When a fellow college student from 25 years ago, turned guru/advisor for the rich and disturbed, looks Gurney up seeking help in dealing with unusual threats from an unknown, Gurney leaps at the chance to get back into that thing he does so well. Only this case proves almost too much for him, starting with the tantalizing threats and, ultimately, lack of evidence surrounding the kills that follow. The threats are in the form of increasingly creepy poems that seem to reflect intimate knowledge of the target, down to what random numbers the target chooses but which the poet/predator had already predicted! When bodies start turning up, there is zero forensic evidence left at the scenes, but an abundance of clues that are as inexplicable as they are frustrating to Gurney, who is drawn like a fly into a spider’s web as the plot expands.

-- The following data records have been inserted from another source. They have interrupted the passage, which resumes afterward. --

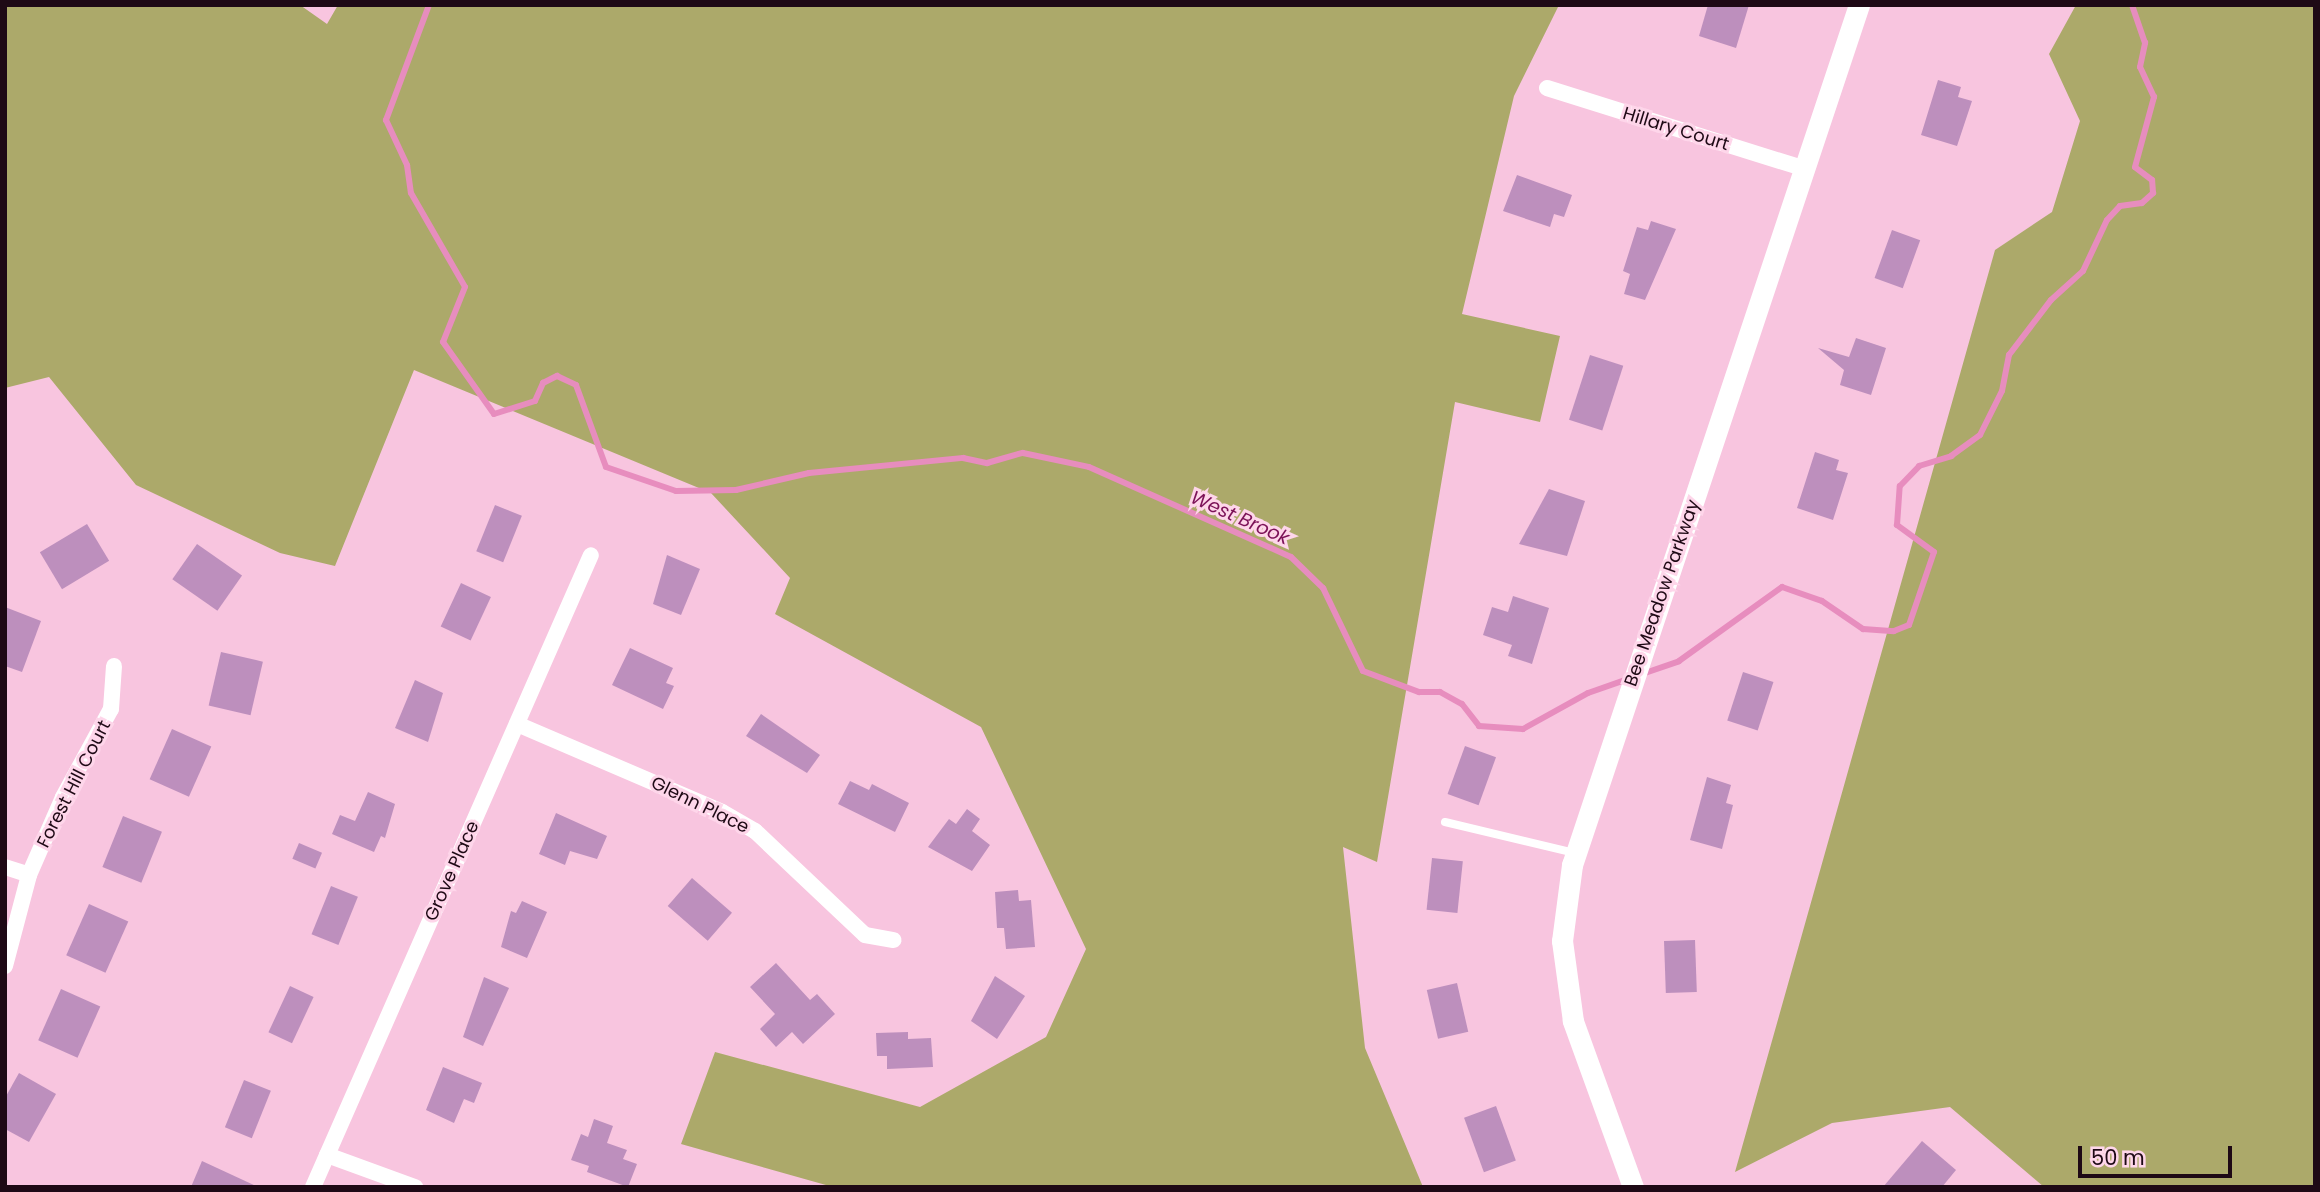 <!DOCTYPE html>
<html>
<head>
<meta charset="utf-8">
<style>
  body { margin:0 }
  #map { position:relative; width:2320px; height:1192px; overflow:hidden; background:#f8c5df; font-family:Poppins,sans-serif }
  div>[style] { position:absolute }
  [style*='--x'] { left:calc(var(--x)*1px); top:calc(var(--y)*1px); width:calc(var(--w)*1px); rotate:calc(var(--a)*1deg) }
  .green>* { inset:0; background:#aca96a }
  .stream>* { height:6px; margin:-3px; padding:0 3px; transform-origin:3px; border-radius:3px; background:#e78dbe }
  .building>* { inset:0; background:#bd8fbd; transform-origin:0 0 }
  .service>* { height:8px; margin:-4px; padding:0 4px; transform-origin:4px; border-radius:4px; background:#fff }
  .minor>* { height:16px; margin:-8px; padding:0 8px; transform-origin:8px; border-radius:8px; background:#fff }
  .tertiary>* { height:21px; margin:-10.5px; padding:0 10.5px; transform-origin:10.5px; border-radius:10.5px; background:#fff }
  span { translate:-50% -50%; white-space:nowrap; text-align:center; line-height:1.15; -webkit-text-stroke:6px #fed6ea; paint-order:stroke }
  .street-label { font-size:18px; color:#1e0915 }
  .water-label { font-size:19px; color:#7c1258; font-style:italic }
  .frame { position:absolute; inset:0; border:7px solid #1e0915; pointer-events:none }
  .scale { position:absolute; left:2078px; top:1146px; width:154px; height:32px; box-sizing:border-box; border:4px solid #1e0915; border-top:0; padding-left:9px; font-size:21px; line-height:24px; white-space:nowrap; color:#1e0915; -webkit-text-stroke:5px #fed6ea; paint-order:stroke }
</style>
</head>
<body>
<div id="map">
  <div class="green">
    <div style="clip-path:polygon(5px 5px,300px 5px,327px 24px,338px 5px,1559px 5px,1514px 96px,1462px 314px,1560px 336px,1540px 422px,1455px 402px,1377px 862px,1343px 847px,1365px 1048px,1423px 1187px,833px 1187px,681px 1144px,715px 1052px,920px 1107px,1046px 1037px,1086px 949px,981px 727px,775px 614px,790px 578px,711px 493px,414px 370px,335px 566px,280px 553px,136px 485px,49px 377px,5px 388px)"></div>
    <div style="clip-path:polygon(2076px 5px,2315px 5px,2315px 1187px,2044px 1187px,1950px 1107px,1832px 1123px,1735px 1172px,1995px 250px,2052px 212px,2080px 121px,2049px 54px)"></div>
  </div>
  <div class="stream">
    <div style="--x:429;--y:5;--w:123;--a:110.5"></div>
    <div style="--x:386;--y:120;--w:50;--a:65"></div>
    <div style="--x:407;--y:165;--w:28;--a:82"></div>
    <div style="--x:411;--y:193;--w:108;--a:60.1"></div>
    <div style="--x:465;--y:287;--w:59;--a:111.8"></div>
    <div style="--x:443;--y:342;--w:88;--a:54.7"></div>
    <div style="--x:494;--y:414;--w:43;--a:-17.6"></div>
    <div style="--x:535;--y:401;--w:20;--a:-66"></div>
    <div style="--x:543;--y:383;--w:16;--a:-27"></div>
    <div style="--x:557;--y:376;--w:21;--a:25"></div>
    <div style="--x:576;--y:385;--w:87;--a:69.9"></div>
    <div style="--x:606;--y:467;--w:74;--a:18.9"></div>
    <div style="--x:676;--y:491;--w:60;--a:-1"></div>
    <div style="--x:736;--y:490;--w:75;--a:-13.1"></div>
    <div style="--x:809;--y:473;--w:155;--a:-5.6"></div>
    <div style="--x:963;--y:458;--w:25;--a:12"></div>
    <div style="--x:987;--y:463;--w:37;--a:-16"></div>
    <div style="--x:1023;--y:453;--w:67;--a:12"></div>
    <div style="--x:1089;--y:467;--w:221;--a:24"></div>
    <div style="--x:1291;--y:557;--w:45;--a:44.1"></div>
    <div style="--x:1323;--y:588;--w:92;--a:64.3"></div>
    <div style="--x:1363;--y:671;--w:60;--a:20.6"></div>
    <div style="--x:1419;--y:692;--w:21;--a:0"></div>
    <div style="--x:1440;--y:692;--w:25;--a:29"></div>
    <div style="--x:1462;--y:704;--w:28;--a:52"></div>
    <div style="--x:1479;--y:726;--w:44;--a:3.9"></div>
    <div style="--x:1523;--y:729;--w:74;--a:-29"></div>
    <div style="--x:1588;--y:693;--w:42;--a:-19.3"></div>
    <div style="--x:1642;--y:674;--w:39;--a:-19"></div>
    <div style="--x:1679;--y:661;--w:127;--a:-35.7"></div>
    <div style="--x:1782;--y:587;--w:42;--a:19.3"></div>
    <div style="--x:1822;--y:601;--w:50;--a:34.3"></div>
    <div style="--x:1863;--y:629;--w:31;--a:4"></div>
    <div style="--x:1894;--y:631;--w:16;--a:-22"></div>
    <div style="--x:1909;--y:625;--w:77;--a:-71.1"></div>
    <div style="--x:1934;--y:552;--w:46;--a:-143.9"></div>
    <div style="--x:1897;--y:525;--w:39;--a:-86"></div>
    <div style="--x:1900;--y:486;--w:28;--a:-46"></div>
    <div style="--x:1919;--y:466;--w:34;--a:-17"></div>
    <div style="--x:1951;--y:456;--w:36;--a:-36"></div>
    <div style="--x:1980;--y:435;--w:49;--a:-63.4"></div>
    <div style="--x:2002;--y:391;--w:37;--a:-79"></div>
    <div style="--x:2009;--y:355;--w:69;--a:-52.6"></div>
    <div style="--x:2051;--y:300;--w:43;--a:-42.2"></div>
    <div style="--x:2083;--y:271;--w:56;--a:-64.8"></div>
    <div style="--x:2107;--y:220;--w:19;--a:-47"></div>
    <div style="--x:2120;--y:206;--w:22;--a:-8"></div>
    <div style="--x:2142;--y:203;--w:15;--a:-42"></div>
    <div style="--x:2153;--y:193;--w:13;--a:-94"></div>
    <div style="--x:2152;--y:180;--w:21;--a:-143"></div>
    <div style="--x:2135;--y:167;--w:73;--a:-74.8"></div>
    <div style="--x:2154;--y:97;--w:33;--a:-115"></div>
    <div style="--x:2140;--y:67;--w:25;--a:-78"></div>
    <div style="--x:2145;--y:43;--w:40;--a:-108.9"></div>
  </div>
  <div class="building">
    <div style="clip-path:polygon(1708px 5px,1749px 5px,1736px 48px,1699px 36px)"></div>
    <div style="clip-path:polygon(1938px 80px,1961px 87px,1958px 97px,1972px 101px,1957px 146px,1921px 135px)"></div>
    <div style="clip-path:polygon(1517px 175px,1572px 195px,1564px 217px,1554px 214px,1550px 227px,1503px 211px)"></div>
    <div style="clip-path:polygon(1651px 221px,1676px 229px,1645px 300px,1624px 294px,1630px 274px,1623px 271px,1637px 227px,1648px 230px)"></div>
    <div style="left:1892px;top:230px;width:30px;height:51px;rotate:20deg"></div>
    <div style="clip-path:polygon(1856px 338px,1886px 348px,1871px 395px,1840px 385px,1844px 370px,1818px 348px,1849px 357px)"></div>
    <div style="left:1590px;top:355px;width:35px;height:68px;rotate:18deg"></div>
    <div style="clip-path:polygon(1815px 452px,1839px 460px,1836px 470px,1848px 473px,1833px 520px,1797px 508px)"></div>
    <div style="clip-path:polygon(1549px 489px,1585px 501px,1567px 556px,1519px 544px)"></div>
    <div style="left:495px;top:505px;width:29px;height:50px;rotate:22deg"></div>
    <div style="left:87px;top:524px;width:43px;height:55px;rotate:59deg"></div>
    <div style="left:197px;top:544px;width:55px;height:43px;rotate:35deg"></div>
    <div style="clip-path:polygon(667px 555px,700px 569px,681px 615px,653px 604px)"></div>
    <div style="left:461px;top:583px;width:33px;height:48px;rotate:25deg"></div>
    <div style="clip-path:polygon(1513px 596px,1549px 608px,1532px 664px,1508px 656px,1512px 645px,1483px 635px,1492px 607px,1508px 612px)"></div>
    <div style="clip-path:polygon(5px 607px,41px 621px,22px 672px,5px 666px)"></div>
    <div style="clip-path:polygon(630px 648px,673px 668px,666px 683px,674px 686px,663px 709px,612px 685px)"></div>
    <div style="left:221px;top:652px;width:43px;height:55px;rotate:13deg"></div>
    <div style="left:1743px;top:672px;width:32px;height:51px;rotate:18deg"></div>
    <div style="clip-path:polygon(415px 680px,443px 693px,428px 742px,395px 728px)"></div>
    <div style="clip-path:polygon(761px 714px,820px 755px,807px 773px,746px 736px)"></div>
    <div style="left:172px;top:729px;width:43px;height:55px;rotate:24deg"></div>
    <div style="left:1465px;top:746px;width:33px;height:51px;rotate:20deg"></div>
    <div style="clip-path:polygon(1707px 777px,1731px 785px,1726px 803px,1733px 805px,1722px 849px,1690px 840px)"></div>
    <div style="clip-path:polygon(850px 781px,869px 790px,872px 784px,909px 803px,895px 832px,838px 804px)"></div>
    <div style="clip-path:polygon(368px 792px,395px 804px,385px 838px,381px 836px,374px 852px,332px 834px,340px 815px,355px 821px)"></div>
    <div style="clip-path:polygon(967px 809px,980px 819px,972px 831px,990px 845px,972px 871px,928px 847px,949px 819px,956px 824px)"></div>
    <div style="clip-path:polygon(556px 813px,607px 836px,597px 859px,570px 851px,565px 865px,539px 854px)"></div>
    <div style="left:123px;top:816px;width:42px;height:55px;rotate:22deg"></div>
    <div style="left:299px;top:843px;width:25px;height:17px;rotate:23deg"></div>
    <div style="left:1432px;top:858px;width:31px;height:52px;rotate:6deg"></div>
    <div style="left:692px;top:878px;width:53px;height:37px;rotate:41deg"></div>
    <div style="left:331px;top:886px;width:29px;height:52px;rotate:22deg"></div>
    <div style="clip-path:polygon(1018px 890px,1019px 901px,1031px 900px,1035px 947px,1006px 949px,1004px 928px,997px 928px,995px 892px)"></div>
    <div style="clip-path:polygon(522px 901px,547px 912px,527px 958px,501px 947px,511px 911px,516px 913px)"></div>
    <div style="left:89px;top:904px;width:43px;height:56px;rotate:24deg"></div>
    <div style="left:1695px;top:940px;width:52px;height:31px;rotate:88deg"></div>
    <div style="clip-path:polygon(776px 963px,810px 1000px,817px 994px,835px 1014px,803px 1044px,792px 1032px,776px 1047px,760px 1029px,775px 1014px,750px 987px)"></div>
    <div style="clip-path:polygon(995px 976px,1025px 996px,997px 1039px,971px 1021px)"></div>
    <div style="clip-path:polygon(484px 977px,509px 988px,483px 1046px,463px 1037px)"></div>
    <div style="left:1457px;top:983px;width:50px;height:31px;rotate:77deg"></div>
    <div style="left:290px;top:986px;width:26px;height:51px;rotate:25deg"></div>
    <div style="left:61px;top:989px;width:43px;height:56px;rotate:24deg"></div>
    <div style="clip-path:polygon(908px 1032px,908px 1039px,931px 1038px,933px 1067px,887px 1069px,887px 1056px,877px 1056px,876px 1033px)"></div>
    <div style="clip-path:polygon(443px 1067px,482px 1083px,474px 1103px,464px 1099px,454px 1123px,426px 1110px)"></div>
    <div style="clip-path:polygon(19px 1073px,56px 1094px,29px 1142px,5px 1129px,5px 1098px)"></div>
    <div style="left:244px;top:1080px;width:29px;height:51px;rotate:22deg"></div>
    <div style="left:1496px;top:1106px;width:58px;height:34px;rotate:70deg"></div>
    <div style="clip-path:polygon(594px 1119px,613px 1126px,607px 1143px,627px 1150px,623px 1159px,637px 1164px,628px 1187px,587px 1172px,589px 1166px,571px 1160px,581px 1134px,588px 1137px)"></div>
    <div style="clip-path:polygon(1922px 1141px,1956px 1170px,1942px 1187px,1883px 1187px)"></div>
    <div style="clip-path:polygon(202px 1161px,258px 1187px,191px 1187px)"></div>
  </div>
  <div class="service">
    <div style="--x:1445;--y:822;--w:134;--a:13.4"></div>
  </div>
  <div class="minor">
    <div style="--x:1547;--y:88;--w:270;--a:17.4"></div>
    <div style="--x:517;--y:724;--w:223;--a:23.2"></div>
    <div style="--x:722;--y:812;--w:38;--a:30"></div>
    <div style="--x:755;--y:831;--w:151;--a:43.4"></div>
    <div style="--x:865;--y:935;--w:29;--a:10"></div>
    <div style="--x:5;--y:867;--w:25;--a:18"></div>
    <div style="--x:29;--y:875;--w:85;--a:-66.4"></div>
    <div style="--x:63;--y:797;--w:100;--a:-61.4"></div>
    <div style="--x:111;--y:709;--w:43;--a:-86"></div>
    <div style="--x:5;--y:966;--w:94;--a:-75.2"></div>
    <div style="--x:327;--y:1155;--w:94;--a:20"></div>
    <div style="--x:313;--y:1187;--w:690;--a:-66.26"></div>
  </div>
  <div class="tertiary">
    <div style="--x:1633;--y:1187;--w:177;--a:-109.9"></div>
    <div style="--x:1573;--y:1021;--w:81;--a:-97.8"></div>
    <div style="--x:1562;--y:941;--w:77;--a:-82.5"></div>
    <div style="--x:1572;--y:865;--w:907;--a:-71.55"></div>
  </div>
  <div class="street-label">
    <span style="left:1676px;top:129px;rotate:17deg">Hillary Court</span>
    <span style="left:1662px;top:593px;rotate:-71deg">Bee Meadow Parkway</span>
    <span style="left:74px;top:784px;rotate:-63deg">Forest Hill Court</span>
    <span style="left:700px;top:805px;rotate:26deg">Glenn Place</span>
    <span style="left:452px;top:871px;rotate:-66deg">Grove Place</span>
  </div>
  <div class="water-label">
    <span style="left:1240px;top:518px;rotate:24deg">West Brook</span>
  </div>
  <div class="frame"></div>
  <div class="scale">50 m</div>
</div>
</body>
</html>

As a mystery lover, I was as intrigued by the crimes, which seemed to lack all rhyme and reason, as I was by the clues that Verdon sprinkles throughout the story. As the case comes together, we find Gurney’s marriage coming apart, and are not sure which we are more anxious to see happen—a resolution to the case or some self-reflection on the part of our alienated hero detective that will enable him to save his marriage. A well-done first-time thriller with enough puzzles and solutions to satisfy the most diehard mystery fan, but with sufficient character development and angst to satisfy the literary critic in all of us.